- What the exercise asks
Give the data again in full, without pictures.

Collected data
*** Begin section ***

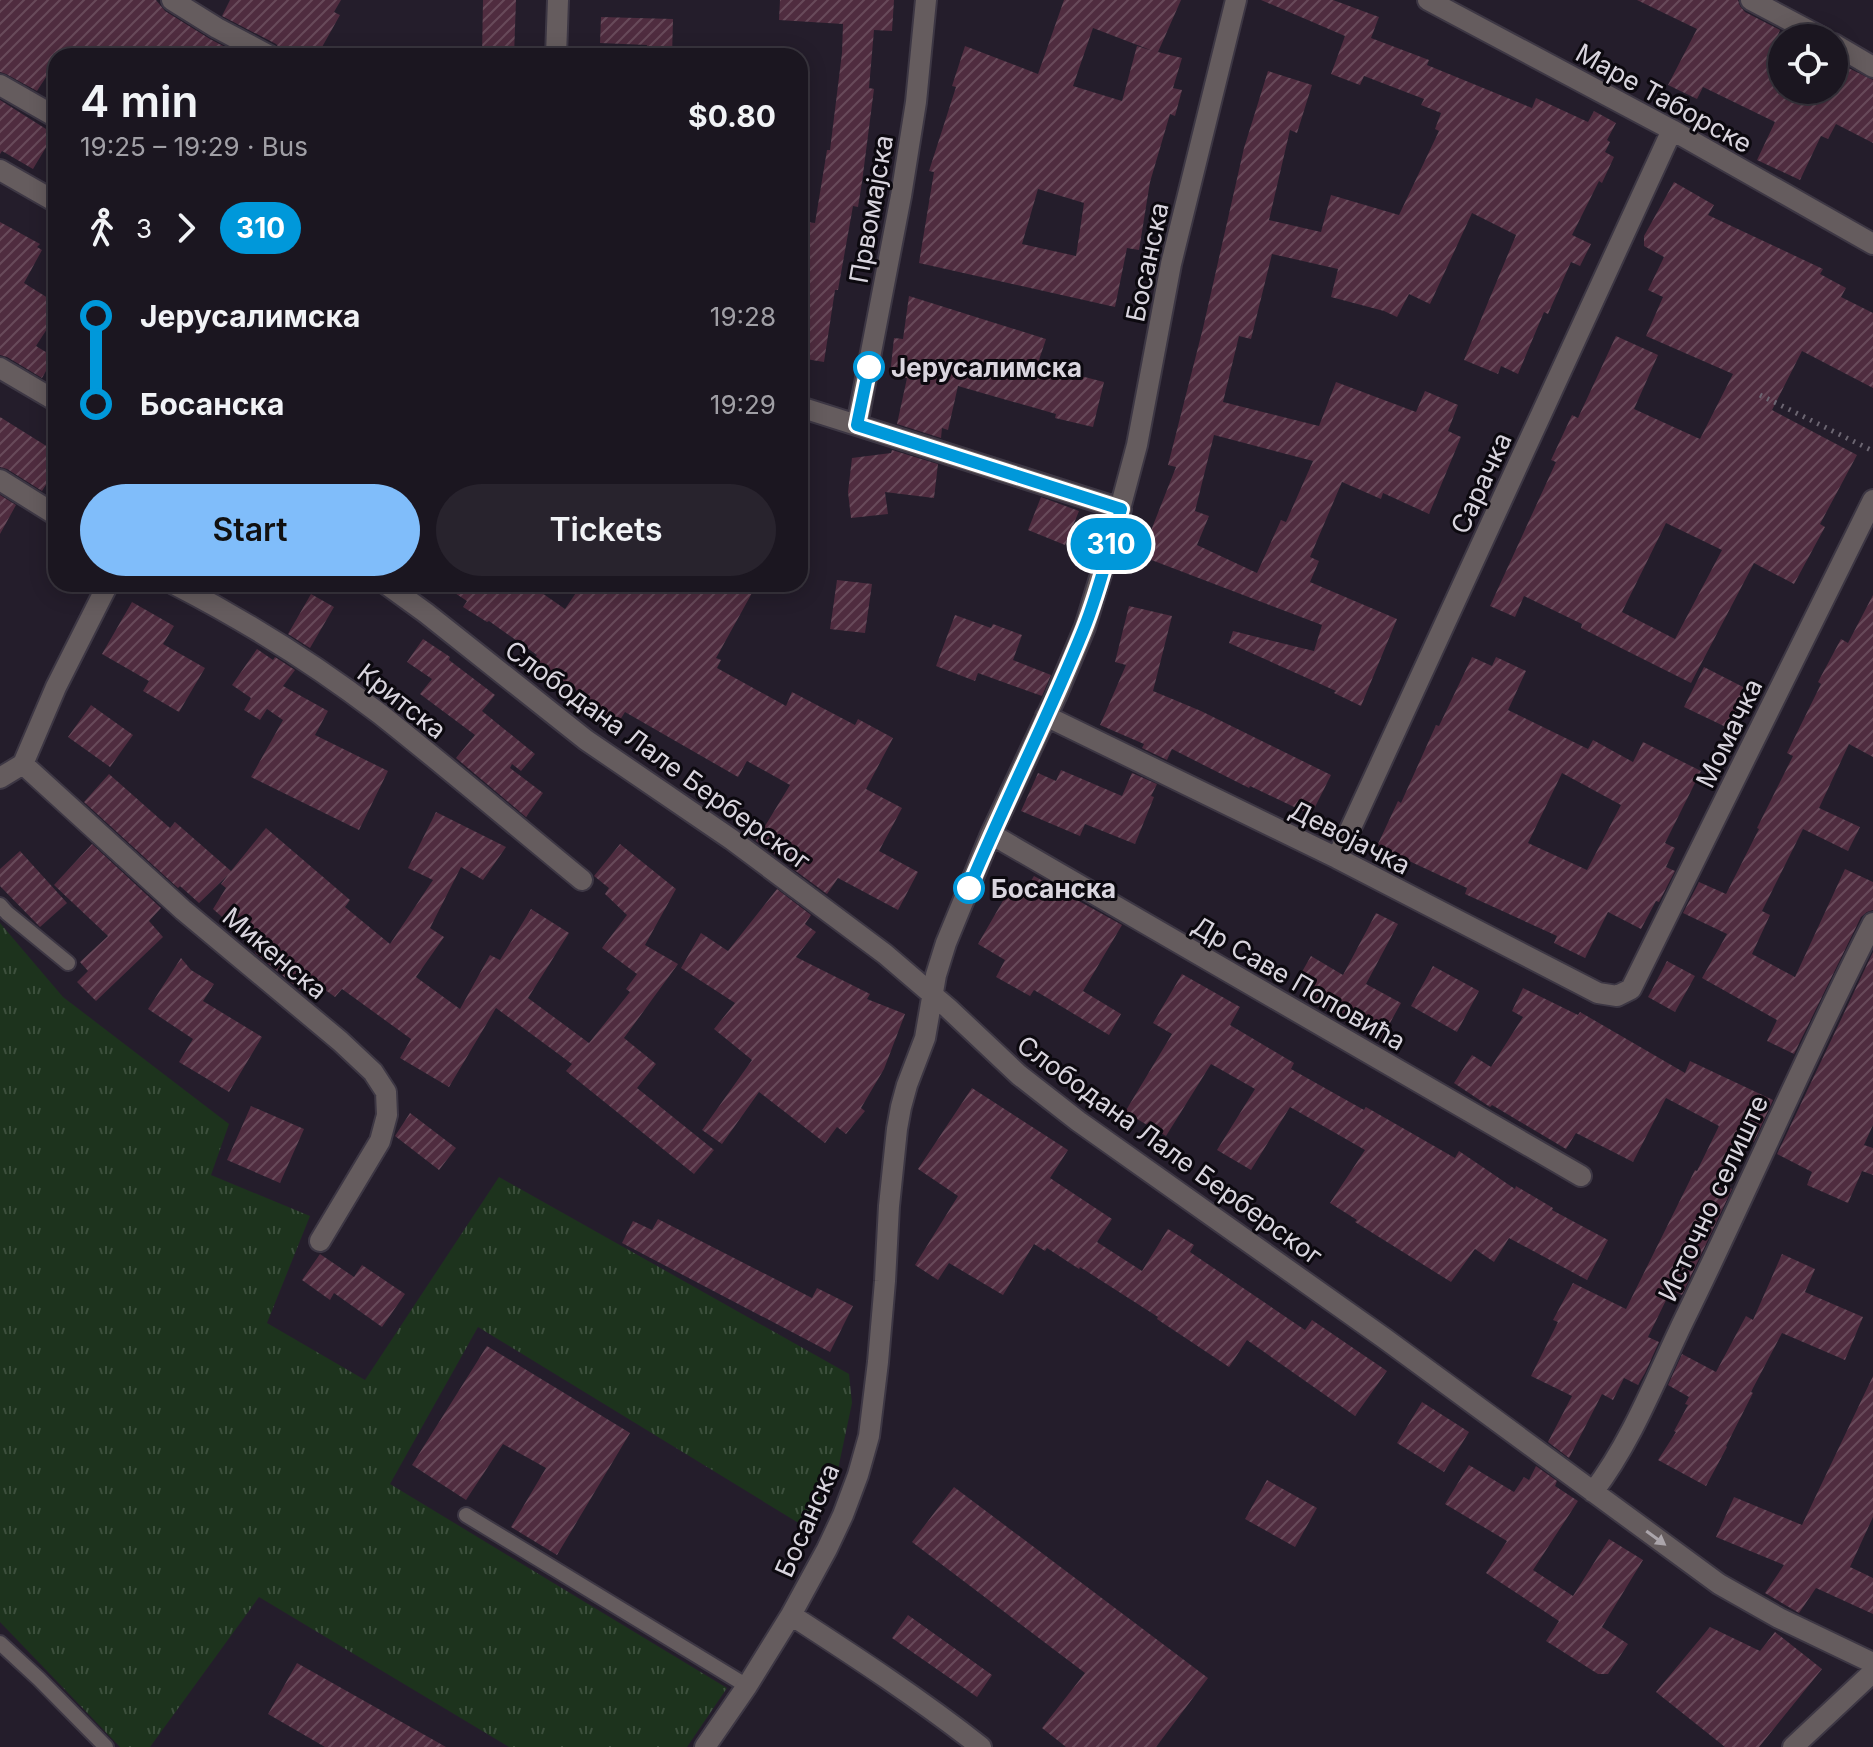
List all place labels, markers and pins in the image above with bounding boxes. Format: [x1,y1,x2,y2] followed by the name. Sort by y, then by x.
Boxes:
[854,352,884,382] marker: Јерусалимска
[891,352,1082,383] place label: Јерусалимска
[954,873,984,903] marker: Босанска
[991,873,1116,904] place label: Босанска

*** End section ***

- Expected output
List all place labels, markers and pins in the image above with bounding boxes. Format: [x1,y1,x2,y2] followed by the name. Sort by y, then by x.
Boxes:
[854,352,884,382] marker: Јерусалимска
[891,352,1082,383] place label: Јерусалимска
[954,873,984,903] marker: Босанска
[991,873,1116,904] place label: Босанска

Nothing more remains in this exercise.